See Javadoc for complete documentation of this class.
Usage: *No options*
These commands can be used to perform a variety of tasks, ranging from defining important settings about the object to actually using it.
clone – Create a copy of this model
normalize [attributes] [class] <method> [<options...>] – Define how to normalize data (data is not normalized by default)
attributes: Whether to normalize attributes
class: Whether to normalize class variable
method: Method used to normalize attributes
options...: Any options for the normalizer
output = crossvalidate $<dataset> <split size>> [<n repeats>] – Cross-validation by splitting dataset into train and test sets. Test is repeated multiple times
dataset: Dataset to use for cross validation
folds: Fraction of entries used in test set
n repeats: Number of times to repeat test
output: Dataset, result of used to compute performance statistics
Same command structure as k-fold cross-validation. Runs if the number of folds is less than 1.

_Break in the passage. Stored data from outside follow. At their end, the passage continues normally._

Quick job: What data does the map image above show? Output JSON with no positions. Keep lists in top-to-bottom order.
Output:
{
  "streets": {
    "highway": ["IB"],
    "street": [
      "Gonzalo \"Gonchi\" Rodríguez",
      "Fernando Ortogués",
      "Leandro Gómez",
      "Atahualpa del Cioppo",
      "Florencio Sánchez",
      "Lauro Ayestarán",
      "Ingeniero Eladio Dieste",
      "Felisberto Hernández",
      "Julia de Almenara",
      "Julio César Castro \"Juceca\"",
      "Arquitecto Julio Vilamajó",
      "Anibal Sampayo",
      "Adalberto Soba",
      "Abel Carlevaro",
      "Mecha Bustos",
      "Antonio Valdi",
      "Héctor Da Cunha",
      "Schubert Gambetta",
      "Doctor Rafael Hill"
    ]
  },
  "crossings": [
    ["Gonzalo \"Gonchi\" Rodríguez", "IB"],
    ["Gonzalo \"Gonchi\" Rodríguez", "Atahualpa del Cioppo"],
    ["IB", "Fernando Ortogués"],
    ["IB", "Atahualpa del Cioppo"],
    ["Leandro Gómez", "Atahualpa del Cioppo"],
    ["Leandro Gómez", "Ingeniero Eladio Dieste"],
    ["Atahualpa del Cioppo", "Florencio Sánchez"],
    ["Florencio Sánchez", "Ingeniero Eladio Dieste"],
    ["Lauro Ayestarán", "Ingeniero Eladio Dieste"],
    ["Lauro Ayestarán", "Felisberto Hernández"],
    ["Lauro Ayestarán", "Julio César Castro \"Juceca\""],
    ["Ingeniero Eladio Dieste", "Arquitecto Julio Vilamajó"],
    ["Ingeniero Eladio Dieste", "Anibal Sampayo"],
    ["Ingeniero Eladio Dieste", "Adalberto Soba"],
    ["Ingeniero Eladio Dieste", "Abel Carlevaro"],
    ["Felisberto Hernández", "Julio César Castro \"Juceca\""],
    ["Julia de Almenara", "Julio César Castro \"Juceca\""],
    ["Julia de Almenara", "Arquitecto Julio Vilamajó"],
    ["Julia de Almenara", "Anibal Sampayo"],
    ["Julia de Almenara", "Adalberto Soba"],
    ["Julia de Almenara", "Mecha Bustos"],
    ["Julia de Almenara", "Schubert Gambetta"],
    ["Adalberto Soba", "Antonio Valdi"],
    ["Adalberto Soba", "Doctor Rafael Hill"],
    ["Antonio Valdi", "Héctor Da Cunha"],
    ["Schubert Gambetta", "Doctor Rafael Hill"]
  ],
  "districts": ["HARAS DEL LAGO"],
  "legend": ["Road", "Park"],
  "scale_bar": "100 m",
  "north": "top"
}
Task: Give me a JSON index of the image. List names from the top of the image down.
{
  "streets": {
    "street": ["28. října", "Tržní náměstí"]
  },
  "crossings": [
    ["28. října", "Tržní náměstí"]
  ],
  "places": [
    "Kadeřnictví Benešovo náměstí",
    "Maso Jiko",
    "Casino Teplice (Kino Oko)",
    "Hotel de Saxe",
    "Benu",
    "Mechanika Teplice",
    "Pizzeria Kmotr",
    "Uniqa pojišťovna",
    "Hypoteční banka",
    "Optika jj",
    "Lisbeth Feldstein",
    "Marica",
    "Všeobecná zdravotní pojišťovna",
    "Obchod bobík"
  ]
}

output = crossvalidate $<dataset> [<folds>] – Use k-fold cross-validation to assess model performance.
dataset: Dataset to use for cross validation
folds: Number of cross validation folds (default = 10)
output: Dataset, result of used to compute performance statistics
Splits dataset into folds parts. Trains model on folds - 1 parts, validates against remaining part. Repeats using each part as the validation set.
run $<dataset> – Use model to predict class values for each entry
dataset: Dataset to evaluate
set selector $<filter> – Define the BaseDatasetFilter used to filter data before attribute normalization, attribute selection, and model training.
filter: Filter to use
set selector $<selector> – Define the BaseAttributeSelector used to screen attributes before training
selector: Attribute selector to use
splitter <method> [<options...>] – Define splitter used to partition dataset between models
method: Method used to split data. Name of a BaseDatasetSplitter ("?" for options)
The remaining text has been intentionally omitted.